Combinatorial aproaches to enhance stroke recovery
An understanding of the mechanisms that underlie endogenous NPC activation will undoubtedly benefit transplantation strategies designed to promote stroke recovery. Indeed it has been hypothesized that NPCs in peri-infarct regions provide trophic support to existing cells to promote plasticity and/or prevent secondary damage104. If the latter mechanism has a greater contribution to stroke recovery, then combining endogenous and exogenous approaches may optimize the development of clinical therapies. Along these lines, transplanted NPC's may serve as vehicles for trophic factor delivery.
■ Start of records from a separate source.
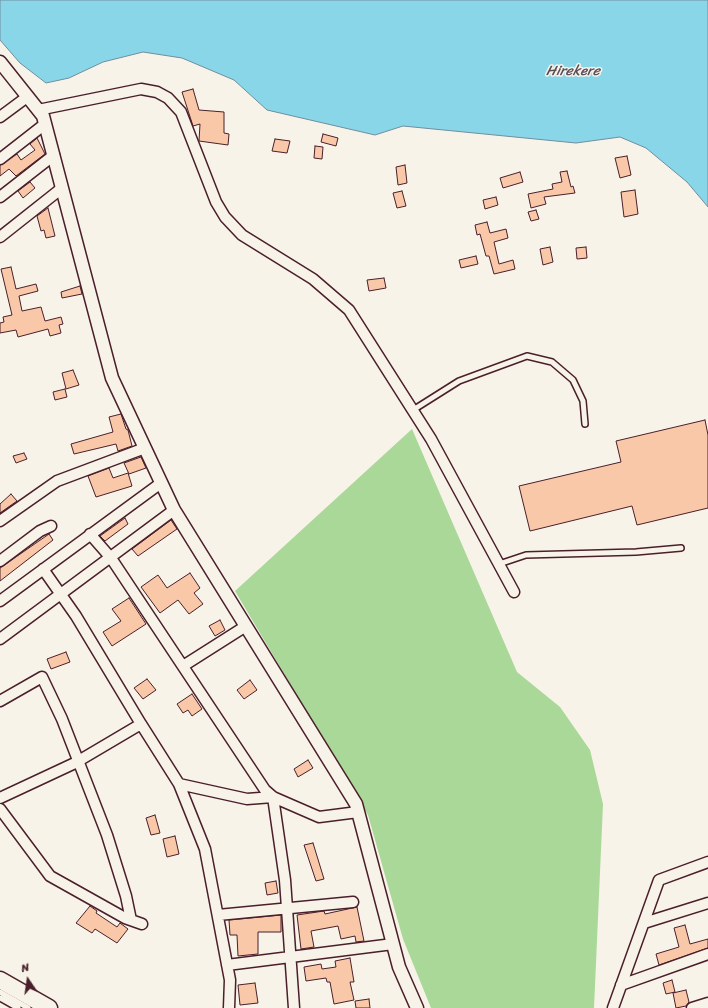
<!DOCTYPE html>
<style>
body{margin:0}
#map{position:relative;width:708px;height:1008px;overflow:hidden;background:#f7f3e8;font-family:Sriracha,sans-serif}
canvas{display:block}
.north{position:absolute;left:8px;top:960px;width:40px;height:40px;-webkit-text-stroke:3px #f7f3e8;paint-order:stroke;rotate:347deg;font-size:11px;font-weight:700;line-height:16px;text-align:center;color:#4a1f2b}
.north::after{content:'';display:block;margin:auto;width:14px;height:18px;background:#4a1f2b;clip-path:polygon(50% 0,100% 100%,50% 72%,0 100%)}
</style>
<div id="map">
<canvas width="708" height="1008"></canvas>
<div class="north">N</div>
</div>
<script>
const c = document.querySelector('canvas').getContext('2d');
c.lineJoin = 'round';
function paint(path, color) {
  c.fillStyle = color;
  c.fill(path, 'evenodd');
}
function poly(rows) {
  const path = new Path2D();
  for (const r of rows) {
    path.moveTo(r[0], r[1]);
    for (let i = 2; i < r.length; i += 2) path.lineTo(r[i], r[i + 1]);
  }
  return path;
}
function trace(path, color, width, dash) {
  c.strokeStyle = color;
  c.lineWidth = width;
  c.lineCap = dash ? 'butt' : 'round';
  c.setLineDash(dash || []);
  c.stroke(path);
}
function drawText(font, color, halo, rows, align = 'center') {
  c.font = font + ' Sriracha,sans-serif';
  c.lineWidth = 3;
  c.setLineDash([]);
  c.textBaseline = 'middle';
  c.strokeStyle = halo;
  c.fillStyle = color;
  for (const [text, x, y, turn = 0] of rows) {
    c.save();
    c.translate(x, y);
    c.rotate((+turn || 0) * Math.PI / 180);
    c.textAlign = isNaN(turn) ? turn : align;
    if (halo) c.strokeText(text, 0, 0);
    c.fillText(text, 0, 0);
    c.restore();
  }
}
paint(poly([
 [412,429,517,672,560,707,590,750,603,804,594,1008,431,1008,403,939,368,815,235,591]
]), '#a9d898');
const water = poly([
 [0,0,708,0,708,207,687,182,646,148,620,137,576,143,403,126,375,135,267,110,234,80,182,58,143,52,103,62,69,78,46,83,20,63,0,40,0,0]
]);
paint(water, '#89d6e9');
trace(water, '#708d9d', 1);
const building = poly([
 [193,89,199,110,224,112,224,133,229,134,228,145,199,141,200,124,193,126,182,92,193,89],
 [323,134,338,138,336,146,321,142,323,134],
 [37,138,45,154,16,176,9,169,0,176,0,165,17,154,21,160,35,150,30,144,37,138],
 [275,139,290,141,287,153,272,151,275,139],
 [315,146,323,147,322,159,314,158,315,146],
 [627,156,631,175,620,178,615,158,627,156],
 [405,165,407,183,398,185,396,167,405,165],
 [567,171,571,187,573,186,575,193,544,197,546,204,531,208,528,194,553,189,552,184,562,182,560,172,567,171],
 [520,172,523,182,503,188,500,178,520,172],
 [30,182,35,188,23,198,18,191,30,182],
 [635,190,638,214,624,217,621,192,635,190],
 [402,191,406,206,397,208,393,193,402,191],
 [496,197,498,205,485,209,483,200,496,197],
 [48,208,55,236,46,238,44,230,41,231,37,216,48,208],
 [536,210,539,219,531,221,528,212,536,210],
 [487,222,490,233,506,229,508,238,494,242,499,264,513,260,515,269,494,274,489,256,486,256,480,234,477,235,475,225,487,222],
 [550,247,553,262,543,265,540,249,550,247],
 [586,247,587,258,577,259,576,248,586,247],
 [476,256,478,264,461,268,459,260,476,256],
 [11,267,16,289,36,284,38,291,19,296,22,311,41,307,45,321,61,317,63,324,59,325,61,333,50,336,48,329,18,337,16,330,0,333,0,323,4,322,3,317,12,315,1,269,11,267],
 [384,278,386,288,369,291,367,280,384,278],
 [80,286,82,294,62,298,61,292,80,286],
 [73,370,79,385,66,389,62,373,73,370],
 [65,389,67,397,55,400,53,392,65,389],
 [121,414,126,429,128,430,132,446,118,451,116,444,74,454,71,444,113,432,109,417,121,414],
 [705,420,708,435,708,508,637,525,632,506,530,531,519,486,621,462,616,441,705,420],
 [24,453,27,459,16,463,13,456,24,453],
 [141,457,146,468,129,474,124,463,141,457],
 [109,468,113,478,128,473,132,486,96,497,88,476,109,468],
 [11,494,17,501,0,513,0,504,11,494],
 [125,518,128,524,105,541,100,536,125,518],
 [171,520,177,529,138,556,132,549,171,520],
 [49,534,53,540,0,581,0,568,49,534],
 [190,573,200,588,194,593,203,604,189,614,178,600,160,613,141,587,158,575,167,588,190,573],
 [129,598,146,624,112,646,103,632,121,621,112,609,129,598],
 [220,620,225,630,215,636,209,626,220,620],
 [66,652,70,662,51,669,47,659,66,652],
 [147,679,156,690,143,699,134,688,147,679],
 [250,680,257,690,244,699,237,690,250,680],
 [192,694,202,709,192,716,188,710,183,713,177,704,192,694],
 [308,760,313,768,298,777,294,769,308,760],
 [155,815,160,833,151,835,146,818,155,815],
 [175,836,179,854,167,857,163,839,175,836],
 [313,843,324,879,316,881,304,845,313,843],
 [276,881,278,893,267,895,265,883,276,881],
 [90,906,97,911,96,913,117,927,120,923,128,929,117,943,95,929,92,933,76,923,90,906],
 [357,907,364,941,356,942,355,936,341,939,338,926,311,931,314,947,301,949,297,915,324,911,325,914,357,907],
 [281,915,281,932,258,932,258,954,238,956,237,935,230,935,229,920,281,915],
 [685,925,690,944,708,939,708,948,659,965,656,954,679,947,674,928,685,925],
 [350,958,354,982,350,982,354,1000,334,1004,330,982,327,982,326,978,306,981,304,967,321,964,322,969,336,967,335,961,350,958],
 [672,980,675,992,666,994,663,983,672,980],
 [255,983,258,1003,240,1005,238,985,255,983],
 [686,990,689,1002,686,1006,676,1008,673,993,686,990],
 [369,999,370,1008,356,1008,355,1001,369,999]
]);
paint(building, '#f8c8a8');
trace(building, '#4a1f2b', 1);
const service = poly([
 [413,410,459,381,527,356,552,362,573,380,583,401,585,424],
 [499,564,526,555,636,552,681,548],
 [0,992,28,1008],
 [0,998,18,1008]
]);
const minor = poly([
 [38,110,141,89,157,92,168,98,181,112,216,202,225,217,242,235,313,279,349,310,431,439,514,592],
 [0,117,27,97],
 [0,159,45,124],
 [0,197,54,155],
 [0,237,62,188],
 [0,521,57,481,145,448],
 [90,534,111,558,265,790,273,797,319,817,358,812],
 [0,561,40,531,51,526],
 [43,569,76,616,141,724,179,784,247,799,273,797,285,880,294,1008],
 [0,601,161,483],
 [0,639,174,510],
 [183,666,246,626],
 [0,701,42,677,62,719,107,835,126,896,131,920],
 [179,784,205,849,230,980,229,1008],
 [0,798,75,763,141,724],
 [0,809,50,876,125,918,142,924],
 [218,915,353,902],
 [644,923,708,903],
 [227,965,393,944],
 [621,985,708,954],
 [613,1008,659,880,708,862],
 [692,1008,708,1003]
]);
const tertiary = poly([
 [0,62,43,116,112,378,174,510,356,804,399,967,417,1008]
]);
const primary = poly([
 [0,980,49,1008]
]);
trace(service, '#4a1f2b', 8);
trace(minor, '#4a1f2b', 13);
trace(tertiary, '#4a1f2b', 15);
trace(primary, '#4a1f2b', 19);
trace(service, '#f7f3e8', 5);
trace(minor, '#f7f3e8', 10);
trace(tertiary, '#f7f3e8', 12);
trace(primary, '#f7f3e8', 16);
drawText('italic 14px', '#5a4d5a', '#f7f3e8', [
 ["Hirekere",573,71]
]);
</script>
This has been demonstrated in studies where transplanted NPCs expressing the BDNF gene lead to improved functional outcomes relative to control (non-expressing) NPC recipients146,147. Transplantation of GDNF-transfected NPCs not only improves functional outcomes, but also increases BDNF expression, ultimately leading to improved cell survival148. Hypoxia-induction factor (HIF)-transfected cells were shown to improve functional outcomes, and increase the proliferation of endothelial cells, suggesting increased angiogenesis149. These results prompt further study of HIF, especially given HIF's role in inducing the expression of various previously discussed factors, including VEGF, EPO, and HB-EGF. Transplanted NPCs have also been shown to promote endogenous NPC proliferation in the SVZ150,151, angiogenesis151, and to release various trophic factors to promote axonal and dendritic plasticity152. The latter study found that the predominantly released factor was VEGF, which may explain the proliferative and angiogenic effects.
Conclusion
There is much excitement surrounding the potential for NPCs to promote tissue repair and functional recovery following stroke. Both exogenous and endogenous approaches to cell-based therapy using NPCs have shown promising results in preclinical studies. However, it may be that neither alone will be sufficient for promoting full recovery post-stroke, especially when considering the need to apply these strategies in old age where the numbers of NPCs are fewer. Indeed, transition to the clinic will ultimately require rigorous evaluation of not only the activation factors being employed, but also how the exogenous and endogenous approaches can be used together to complement each other, with the end-goal of achieving functional and cognitive recovery.
Abbreviations
AAV, adeno-associated virus; Ang 1, angiopoietin 1; BDNF, brain derived neurotrophic factor; BMMC, bone marrow mononuclear cells; BMP-7, bone morphogenic protein 7; BrdU, bromodeoxyuridine; CNS, central nervous system; CsA, cyclosporine A; DG, dentate gyrus; EGF, epidermal growth factor; EGFR, epidermal growth factor receptor; EPO, erythropoietin; FGF-2, basic fibroblast growth factor; G-CSF, granulocyte colony-stimulating factor; GDNF, glial cell line-derived neurotrophic factor; GFAP, glial fibrillary acidic protein; GH, growth hormone; HB-EGF, heparin-binding EGF-like growth factor; HIF, hypoxia induction factor; IGF-1, insulin-like growth factor 1; iPSC, induced pluripotent stem cells; MCAO, middle cerebral artery occlusion; MCP-1, monocyte chemoattractant protein 1; MMP, matrix metalloproteinase; MSC, mesenchymal stem cells; NPC, neural precursor cell; PI3K, phosphoinositide-3-kinase; PUMA, p53-upregulated modulator of apoptosis; RMS, rostral migratory stream; SDF-1, stromal cell-derived factor 1; STEPS, Stem Cell Therapies as an Emerging Paradigm in Stroke; SVZ, subventricular zone; TGF-α, transforming growth factor alpha; t-PA, thrombolytic tissue plasminogen activator; VEGF, vascular endothelial growth factor.